Whose is this region?

The European Union has accepted a distinguished role as a “civilizatory” power in the Western Balkans. It has been its long-standing supporter (witness the Stability Pact for South Eastern Europe); it devoted its energy to overcoming internal problems with misconceived nationhood concepts like in Macedonia; and growing international criticism notwithstanding it has become a guarantor of state-building, economic development and civil reconciliation in Bosnia, Kosovo and beyond.A refined structure had been chosen for OpenForum Budapest, the event organized by Citizens of Europe and its partner Hungarian Europe Society that successfully concluded the second cycle of the 2008/09 OpenFora programme entitled “Contemporary Challenges to Europe”.

From 8 to 10 May 2009 25 professionals, youth workers, experts as well as multipliers from the Western Balkans and across Europe gathered in Budapest to discuss and to reflect on the current situation in the region. We started out with a comparison of the European and Balkan perception regarding the European Union in general as well as the impact of EU policies on Balkan societies.

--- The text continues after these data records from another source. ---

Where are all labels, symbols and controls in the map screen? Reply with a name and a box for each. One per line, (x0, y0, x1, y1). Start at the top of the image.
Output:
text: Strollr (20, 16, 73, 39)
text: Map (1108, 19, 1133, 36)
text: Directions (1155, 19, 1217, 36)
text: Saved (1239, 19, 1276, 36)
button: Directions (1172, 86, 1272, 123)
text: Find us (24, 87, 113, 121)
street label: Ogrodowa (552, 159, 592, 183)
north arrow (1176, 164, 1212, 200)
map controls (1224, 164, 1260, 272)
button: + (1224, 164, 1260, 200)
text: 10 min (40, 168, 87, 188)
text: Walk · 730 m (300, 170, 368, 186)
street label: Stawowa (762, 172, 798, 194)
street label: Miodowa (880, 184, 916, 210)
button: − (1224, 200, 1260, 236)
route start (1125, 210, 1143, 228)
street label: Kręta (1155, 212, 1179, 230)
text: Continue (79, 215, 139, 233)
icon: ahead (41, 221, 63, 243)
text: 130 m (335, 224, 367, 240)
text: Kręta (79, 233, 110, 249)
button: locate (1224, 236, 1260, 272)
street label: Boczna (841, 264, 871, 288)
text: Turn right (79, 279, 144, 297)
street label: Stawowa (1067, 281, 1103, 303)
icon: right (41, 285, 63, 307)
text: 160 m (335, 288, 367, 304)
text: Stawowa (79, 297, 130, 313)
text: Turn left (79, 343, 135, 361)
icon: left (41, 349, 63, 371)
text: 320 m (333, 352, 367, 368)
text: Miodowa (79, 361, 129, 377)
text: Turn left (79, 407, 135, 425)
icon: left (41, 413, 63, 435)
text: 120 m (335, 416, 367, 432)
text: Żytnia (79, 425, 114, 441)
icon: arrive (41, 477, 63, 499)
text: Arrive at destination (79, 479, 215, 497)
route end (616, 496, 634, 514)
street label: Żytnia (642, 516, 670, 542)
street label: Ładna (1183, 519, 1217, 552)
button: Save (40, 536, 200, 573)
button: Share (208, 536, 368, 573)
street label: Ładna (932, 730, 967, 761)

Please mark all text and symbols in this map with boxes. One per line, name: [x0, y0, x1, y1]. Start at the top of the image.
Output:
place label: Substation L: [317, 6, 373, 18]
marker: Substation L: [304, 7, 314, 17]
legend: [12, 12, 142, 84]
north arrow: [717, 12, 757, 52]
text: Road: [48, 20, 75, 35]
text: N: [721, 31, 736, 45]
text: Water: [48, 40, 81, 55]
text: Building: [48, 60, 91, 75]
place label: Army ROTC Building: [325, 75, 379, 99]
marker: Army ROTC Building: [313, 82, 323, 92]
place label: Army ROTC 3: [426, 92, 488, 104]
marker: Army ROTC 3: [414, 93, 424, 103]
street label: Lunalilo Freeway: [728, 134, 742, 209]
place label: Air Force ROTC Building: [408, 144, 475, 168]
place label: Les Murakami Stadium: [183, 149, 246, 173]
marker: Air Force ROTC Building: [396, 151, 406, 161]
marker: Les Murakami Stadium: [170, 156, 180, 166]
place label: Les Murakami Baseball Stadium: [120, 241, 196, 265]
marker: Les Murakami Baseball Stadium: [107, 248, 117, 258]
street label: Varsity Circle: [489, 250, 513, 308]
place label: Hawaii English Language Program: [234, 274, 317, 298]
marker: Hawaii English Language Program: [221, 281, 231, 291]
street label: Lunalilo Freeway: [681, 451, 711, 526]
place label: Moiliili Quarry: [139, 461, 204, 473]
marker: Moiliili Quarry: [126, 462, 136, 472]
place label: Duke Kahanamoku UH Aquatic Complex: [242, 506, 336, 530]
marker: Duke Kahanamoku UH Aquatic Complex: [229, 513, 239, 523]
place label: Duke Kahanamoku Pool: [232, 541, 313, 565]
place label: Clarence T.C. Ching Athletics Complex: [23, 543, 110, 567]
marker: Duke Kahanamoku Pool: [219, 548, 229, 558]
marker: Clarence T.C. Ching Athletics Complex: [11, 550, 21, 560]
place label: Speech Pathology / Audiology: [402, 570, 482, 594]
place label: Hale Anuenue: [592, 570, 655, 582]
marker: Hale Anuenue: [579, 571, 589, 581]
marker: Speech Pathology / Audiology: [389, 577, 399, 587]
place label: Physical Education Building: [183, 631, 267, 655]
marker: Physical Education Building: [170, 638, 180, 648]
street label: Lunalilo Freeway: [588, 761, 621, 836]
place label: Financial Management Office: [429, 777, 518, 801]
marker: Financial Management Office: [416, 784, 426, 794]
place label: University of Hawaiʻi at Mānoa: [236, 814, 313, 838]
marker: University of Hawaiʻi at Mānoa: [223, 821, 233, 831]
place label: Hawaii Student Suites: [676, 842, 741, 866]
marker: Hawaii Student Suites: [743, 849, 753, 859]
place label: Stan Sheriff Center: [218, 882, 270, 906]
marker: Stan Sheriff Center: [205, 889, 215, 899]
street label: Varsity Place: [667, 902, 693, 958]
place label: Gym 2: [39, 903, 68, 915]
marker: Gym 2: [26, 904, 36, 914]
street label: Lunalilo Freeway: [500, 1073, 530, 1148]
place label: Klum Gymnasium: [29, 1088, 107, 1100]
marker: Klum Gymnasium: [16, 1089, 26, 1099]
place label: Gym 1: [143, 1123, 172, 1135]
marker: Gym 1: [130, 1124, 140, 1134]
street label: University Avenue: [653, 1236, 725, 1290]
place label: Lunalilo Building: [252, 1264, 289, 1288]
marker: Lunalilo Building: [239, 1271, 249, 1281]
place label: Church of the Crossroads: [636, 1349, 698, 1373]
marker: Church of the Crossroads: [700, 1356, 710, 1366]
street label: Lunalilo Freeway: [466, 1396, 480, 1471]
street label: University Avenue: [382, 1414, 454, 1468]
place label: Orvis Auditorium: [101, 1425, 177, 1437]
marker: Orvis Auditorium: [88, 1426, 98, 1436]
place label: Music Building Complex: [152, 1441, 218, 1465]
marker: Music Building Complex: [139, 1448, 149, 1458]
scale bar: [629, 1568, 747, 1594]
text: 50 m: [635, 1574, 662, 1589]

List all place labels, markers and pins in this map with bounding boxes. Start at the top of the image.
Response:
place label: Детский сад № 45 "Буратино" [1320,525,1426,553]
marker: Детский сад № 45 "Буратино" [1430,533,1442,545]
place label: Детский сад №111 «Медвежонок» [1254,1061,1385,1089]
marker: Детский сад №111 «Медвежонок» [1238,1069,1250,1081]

“The Western Balkans – Europe’s (un-)wanted challenge?” was the topical name of the debates in which participants and panelists gave an outline of recent reforms within Balkans societies. Leaving the usual geopolitical considerations on the role of the United States, Russia and China pretty much aside the initial debate with Péter Györkös (Ambassador of Hungary to Croatia) and Tibor Várady (Professor at Central European University, Budapest) set the path for an analytical approach towards the historical roots of contemporary social and political conflicts in the region. It is important to deal with those entrenched traditional and conflict-based mentalities which continue to create obstacles against the development towards peace and prosperity. The projection of the documentary “Whose is This Song? (Adela Peeva, Bulgaria, 2003) stimulated vivid discussions on how nationalist approaches have been adopted and promoted by various governments, making it difficult for people to overcome barriers, develop a sense of solidarity and understand the meaning and blessings of a common approach to history and a regionally shared heritage in everyday life.

On Saturday Pero Lastic’ (representative of the Serbian Municipality Szentendre, north of Budapest) offered some insights into the historical and contemporary importance of cultural heritage and diversity in the Western Balkans. The role of civil society in the Western Balkans was of major interest during the debates. Participants analyzed the priorities that should be set and shared ideas and experiences on best practices. Starting out from a general approach the forum finally came up with some more concrete examples on how cross-border cooperation between Balkan activists can be fostered and how they could work more efficiently in order to overcome the lack of structure, resources and compliance from which all states in the region suffer badly, although to varying extents. Participants were focused on reaching beyond idealism to create a fertile ground for further collaboration and joined efforts for reconciliation and local development.

All events of the OpenFora cycle “Contemporary Challenges to Europe” will be evaluated during a coordination meeting in Berlin on 29-31 May 2009. Documentation material will be published this summer.